> _TASK GOAL_
The listing is to be transcribed in full, with its images left out.

> _DATASET EXCERPT_
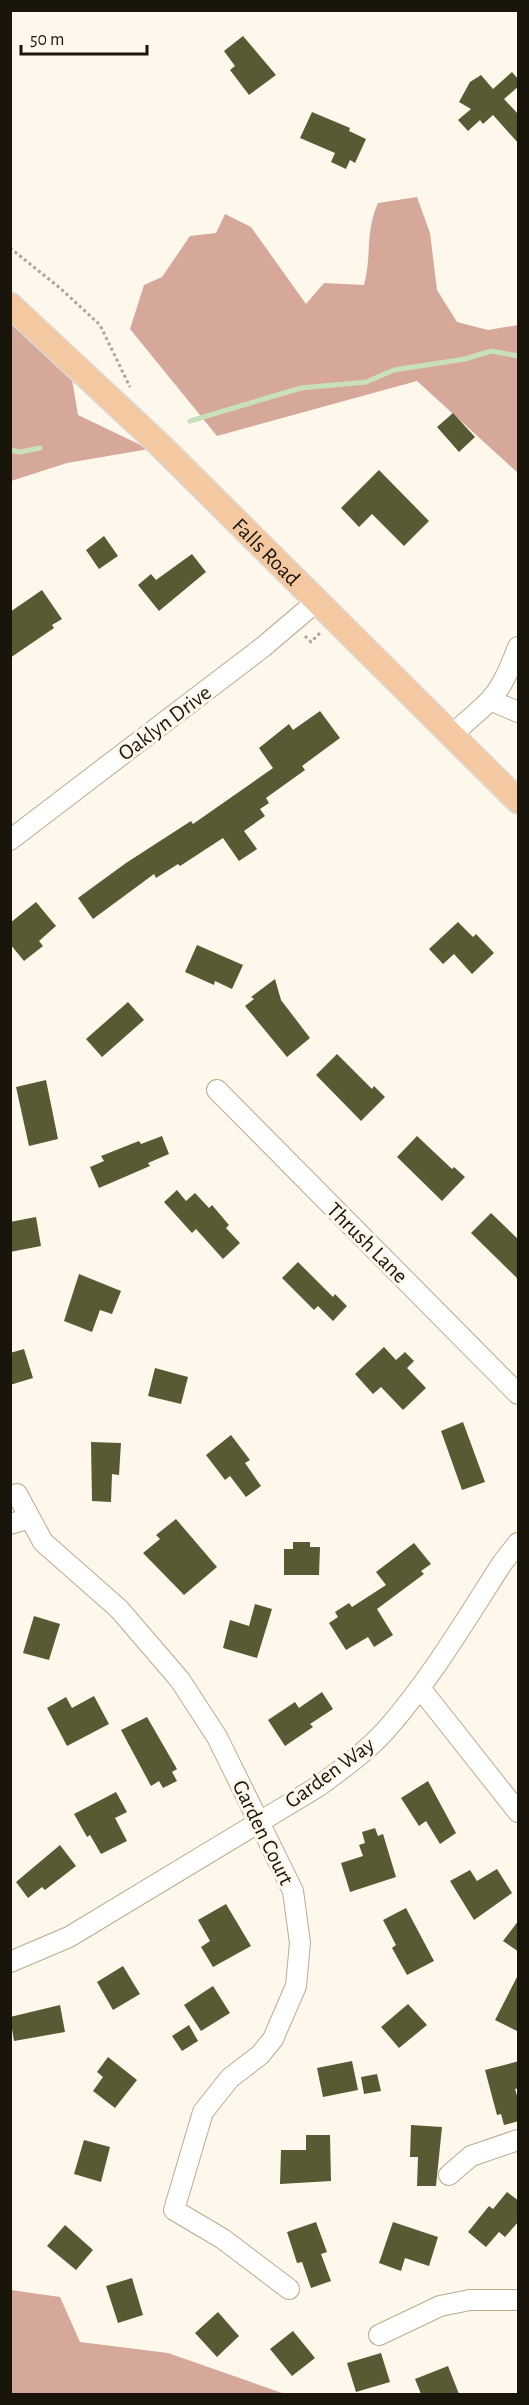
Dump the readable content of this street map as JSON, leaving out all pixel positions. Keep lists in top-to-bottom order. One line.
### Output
{"streets":{"main road":["Falls Road"],"street":["Oaklyn Drive","Thrush Lane","Garden Way","Garden Court"]},"crossings":[["Falls Road","Oaklyn Drive"],["Garden Way","Garden Court"]],"scale_bar":"50 m"}
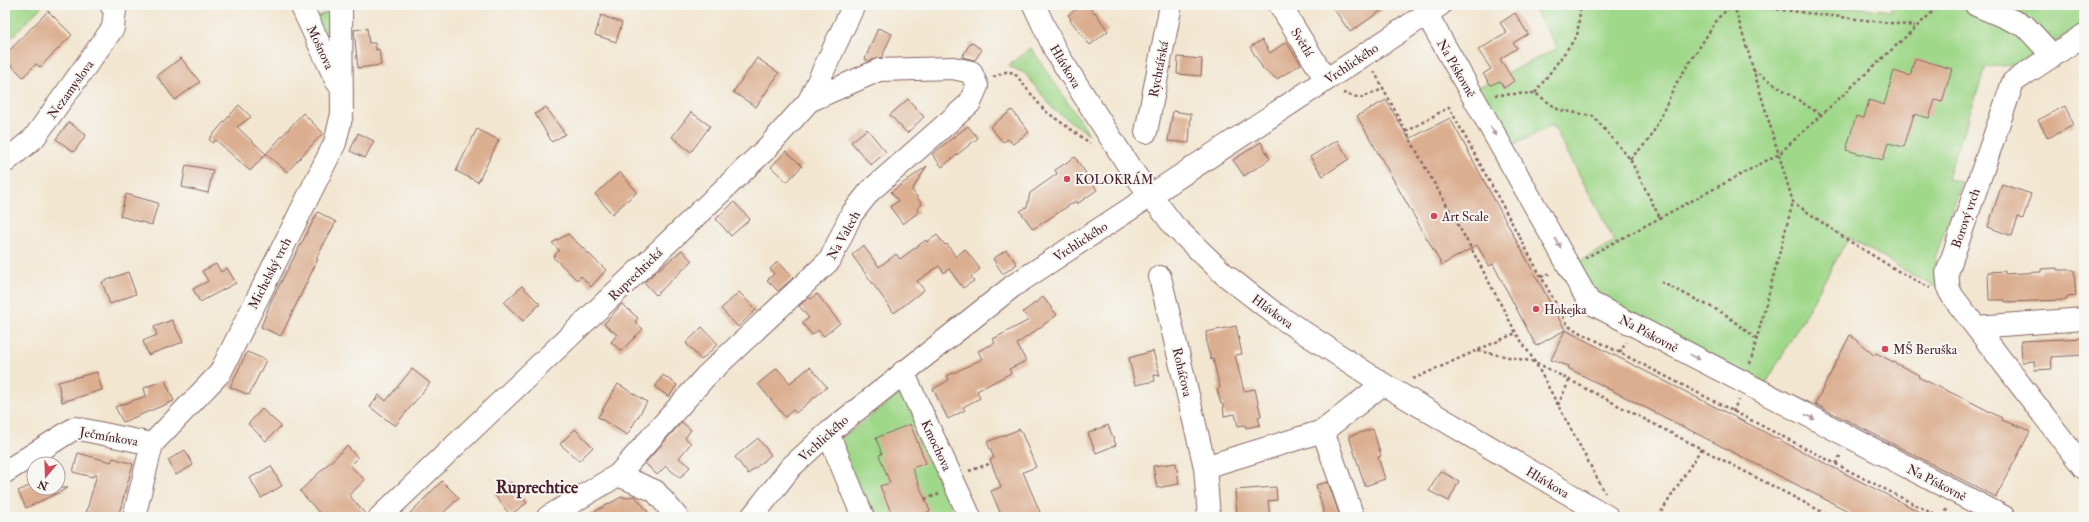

> _EXERCISE OUTPUT_
Dump the readable content of this street map as JSON, leaving out all pixel positions. Keep lists in top-to-bottom order. One line.
### Output
{"streets":{"main road":["Falls Road"],"street":["Oaklyn Drive","Thrush Lane","Garden Way","Garden Court"]},"crossings":[["Falls Road","Oaklyn Drive"],["Garden Way","Garden Court"]],"scale_bar":"50 m"}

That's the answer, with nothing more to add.